Her work was wide-ranging and included watercolours, graphics, metalwork and textiles. Critics view her greatest achievements to be her gesso works, a plaster-based medium, which she used to make decorative panels for furniture and interiors.
Her design work became one of the defining features of the Glasgow Style during the 1890s - 1900s.
Born in the English Midlands, Margaret moved to Glasgow in 1980 when her family relocated following her Scottish father’s retirement.
Margaret and her sister Frances became students at the Glasgow School of Art where they met and formed a partnership with J Herbert McNair and Charles Rennie Mackintosh who later became their respective husbands.
Margaret played an important part in the designs for projects such as House for an Art Lover in 1900, and Kate Cranston's Willow Tea Rooms which opened in 1903. Many of the interiors she strongly influenced are on view today in the Mackintosh Gallery at the Kelvingrove Art Gallery and Museum. She also strongly influenced the interior design of one of Mackintosh's most famous domestic commissions, Hill House in Helensburgh, where a number of her works can be seen.
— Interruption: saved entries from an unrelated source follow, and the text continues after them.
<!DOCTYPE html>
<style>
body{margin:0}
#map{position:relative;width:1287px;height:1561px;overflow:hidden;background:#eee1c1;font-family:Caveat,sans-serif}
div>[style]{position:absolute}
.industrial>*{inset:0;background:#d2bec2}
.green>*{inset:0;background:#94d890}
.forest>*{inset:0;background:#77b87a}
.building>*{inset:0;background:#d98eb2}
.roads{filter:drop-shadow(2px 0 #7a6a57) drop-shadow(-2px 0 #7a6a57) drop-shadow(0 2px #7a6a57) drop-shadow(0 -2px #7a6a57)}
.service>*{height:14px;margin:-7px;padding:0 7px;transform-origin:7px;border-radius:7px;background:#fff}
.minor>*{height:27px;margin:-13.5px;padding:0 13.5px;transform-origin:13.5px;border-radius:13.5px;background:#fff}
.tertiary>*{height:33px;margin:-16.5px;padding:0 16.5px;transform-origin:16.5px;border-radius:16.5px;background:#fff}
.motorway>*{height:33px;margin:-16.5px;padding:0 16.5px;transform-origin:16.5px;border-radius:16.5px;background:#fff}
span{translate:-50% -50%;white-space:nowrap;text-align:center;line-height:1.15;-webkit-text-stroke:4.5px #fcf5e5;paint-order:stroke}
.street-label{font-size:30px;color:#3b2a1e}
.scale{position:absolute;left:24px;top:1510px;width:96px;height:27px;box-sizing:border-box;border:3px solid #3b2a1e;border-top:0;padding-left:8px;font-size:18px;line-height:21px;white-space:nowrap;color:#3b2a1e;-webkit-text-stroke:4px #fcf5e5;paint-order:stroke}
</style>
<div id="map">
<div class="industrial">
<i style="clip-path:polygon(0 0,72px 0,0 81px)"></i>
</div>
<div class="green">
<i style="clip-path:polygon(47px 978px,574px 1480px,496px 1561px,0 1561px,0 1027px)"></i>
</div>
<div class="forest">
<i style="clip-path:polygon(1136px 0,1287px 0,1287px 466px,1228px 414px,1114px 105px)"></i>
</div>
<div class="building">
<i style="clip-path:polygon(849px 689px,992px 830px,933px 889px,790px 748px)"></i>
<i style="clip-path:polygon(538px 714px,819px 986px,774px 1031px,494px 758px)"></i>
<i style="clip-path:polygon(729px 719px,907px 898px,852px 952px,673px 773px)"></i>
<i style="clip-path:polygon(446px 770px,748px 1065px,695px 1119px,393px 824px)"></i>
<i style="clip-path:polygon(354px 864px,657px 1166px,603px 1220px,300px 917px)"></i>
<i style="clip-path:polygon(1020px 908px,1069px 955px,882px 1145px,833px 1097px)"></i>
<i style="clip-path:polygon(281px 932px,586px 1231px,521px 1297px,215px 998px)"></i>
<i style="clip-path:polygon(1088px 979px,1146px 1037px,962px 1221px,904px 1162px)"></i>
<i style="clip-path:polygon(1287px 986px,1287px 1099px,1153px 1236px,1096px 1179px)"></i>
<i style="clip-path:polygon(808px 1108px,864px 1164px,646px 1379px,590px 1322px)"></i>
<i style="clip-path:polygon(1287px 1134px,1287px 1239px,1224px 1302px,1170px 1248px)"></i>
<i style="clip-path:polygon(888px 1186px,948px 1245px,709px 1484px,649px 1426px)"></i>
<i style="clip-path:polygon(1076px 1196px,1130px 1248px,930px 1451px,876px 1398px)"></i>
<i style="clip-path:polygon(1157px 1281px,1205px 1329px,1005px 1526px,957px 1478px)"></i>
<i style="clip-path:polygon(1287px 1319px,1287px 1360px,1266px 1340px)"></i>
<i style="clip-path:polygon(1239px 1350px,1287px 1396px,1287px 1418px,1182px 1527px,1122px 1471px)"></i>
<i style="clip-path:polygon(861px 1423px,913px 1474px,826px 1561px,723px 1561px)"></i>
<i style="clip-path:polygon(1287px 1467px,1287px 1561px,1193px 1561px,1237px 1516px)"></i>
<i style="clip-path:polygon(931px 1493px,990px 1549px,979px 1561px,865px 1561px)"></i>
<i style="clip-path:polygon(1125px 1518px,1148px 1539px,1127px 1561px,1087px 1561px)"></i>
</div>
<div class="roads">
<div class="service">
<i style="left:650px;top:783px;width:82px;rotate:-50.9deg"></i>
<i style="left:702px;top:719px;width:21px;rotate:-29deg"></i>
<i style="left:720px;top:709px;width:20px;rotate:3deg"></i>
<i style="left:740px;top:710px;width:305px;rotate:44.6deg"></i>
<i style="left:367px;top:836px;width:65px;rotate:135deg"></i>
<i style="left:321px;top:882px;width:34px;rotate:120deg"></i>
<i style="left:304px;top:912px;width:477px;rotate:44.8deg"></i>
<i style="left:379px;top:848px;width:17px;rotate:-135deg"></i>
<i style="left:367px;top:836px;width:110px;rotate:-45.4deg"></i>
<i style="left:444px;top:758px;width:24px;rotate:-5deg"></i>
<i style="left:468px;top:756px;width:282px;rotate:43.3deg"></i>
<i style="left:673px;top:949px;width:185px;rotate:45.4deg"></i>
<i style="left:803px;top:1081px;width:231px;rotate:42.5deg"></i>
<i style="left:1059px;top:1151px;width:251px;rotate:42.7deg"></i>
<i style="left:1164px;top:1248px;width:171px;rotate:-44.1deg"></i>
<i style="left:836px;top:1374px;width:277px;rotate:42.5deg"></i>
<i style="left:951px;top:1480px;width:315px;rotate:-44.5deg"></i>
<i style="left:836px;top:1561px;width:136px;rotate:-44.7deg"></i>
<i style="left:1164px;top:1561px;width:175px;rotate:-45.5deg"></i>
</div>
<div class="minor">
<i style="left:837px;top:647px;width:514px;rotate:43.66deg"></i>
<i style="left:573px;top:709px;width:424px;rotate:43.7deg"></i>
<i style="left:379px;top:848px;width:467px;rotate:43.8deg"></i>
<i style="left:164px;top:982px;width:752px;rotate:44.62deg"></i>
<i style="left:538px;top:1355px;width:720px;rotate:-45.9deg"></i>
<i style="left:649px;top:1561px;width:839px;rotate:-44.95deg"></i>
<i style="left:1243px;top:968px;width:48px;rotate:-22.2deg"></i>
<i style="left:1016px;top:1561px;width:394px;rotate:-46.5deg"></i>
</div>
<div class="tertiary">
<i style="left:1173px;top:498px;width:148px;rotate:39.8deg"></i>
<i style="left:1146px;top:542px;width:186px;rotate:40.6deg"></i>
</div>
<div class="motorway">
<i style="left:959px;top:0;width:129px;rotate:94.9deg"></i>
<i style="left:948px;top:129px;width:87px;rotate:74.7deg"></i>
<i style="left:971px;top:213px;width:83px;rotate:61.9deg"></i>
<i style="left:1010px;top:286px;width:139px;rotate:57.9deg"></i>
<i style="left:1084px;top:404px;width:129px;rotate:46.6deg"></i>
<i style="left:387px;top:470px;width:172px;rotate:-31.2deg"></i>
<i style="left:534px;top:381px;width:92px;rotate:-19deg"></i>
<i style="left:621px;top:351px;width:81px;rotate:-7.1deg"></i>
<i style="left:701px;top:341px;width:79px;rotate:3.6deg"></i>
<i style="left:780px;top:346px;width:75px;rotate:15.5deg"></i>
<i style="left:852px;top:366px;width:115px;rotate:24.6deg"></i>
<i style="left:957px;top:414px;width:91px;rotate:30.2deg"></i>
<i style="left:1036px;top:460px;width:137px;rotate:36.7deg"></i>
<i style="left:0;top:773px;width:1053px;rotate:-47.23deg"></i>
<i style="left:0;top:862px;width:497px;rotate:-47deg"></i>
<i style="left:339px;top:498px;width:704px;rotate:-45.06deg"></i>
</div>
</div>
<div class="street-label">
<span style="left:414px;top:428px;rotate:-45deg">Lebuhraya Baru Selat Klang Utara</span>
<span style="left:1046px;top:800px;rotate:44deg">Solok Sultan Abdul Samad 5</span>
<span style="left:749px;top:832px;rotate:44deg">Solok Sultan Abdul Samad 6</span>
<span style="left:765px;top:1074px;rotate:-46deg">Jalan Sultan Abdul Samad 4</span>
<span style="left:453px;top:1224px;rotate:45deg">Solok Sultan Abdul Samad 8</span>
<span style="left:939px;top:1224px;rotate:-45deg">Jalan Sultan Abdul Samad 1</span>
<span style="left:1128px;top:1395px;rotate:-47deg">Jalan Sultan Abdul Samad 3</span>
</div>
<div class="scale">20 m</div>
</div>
Collaboration was key to Margaret Macdonald’s creativity and she achieved her best work first with her sister Frances at a Glasgow studio that they set up themselves and later with her husband.
While Charles Rennie Mackintosh is a name known to almost every Scot, Margaret’s work and fame is not as widely known.
In choosing to showcase this accomplished artist, we hope to echo her husband’s opinion as he once stated, “"Margaret has genius, I have only talent."
The largest single holding of her work is housed at the Hunterian Art Gallery, University of Glasgow and more of her work can be viewed at the Mackintosh Gallery at the Kelvingrove Art Gallery and Museum.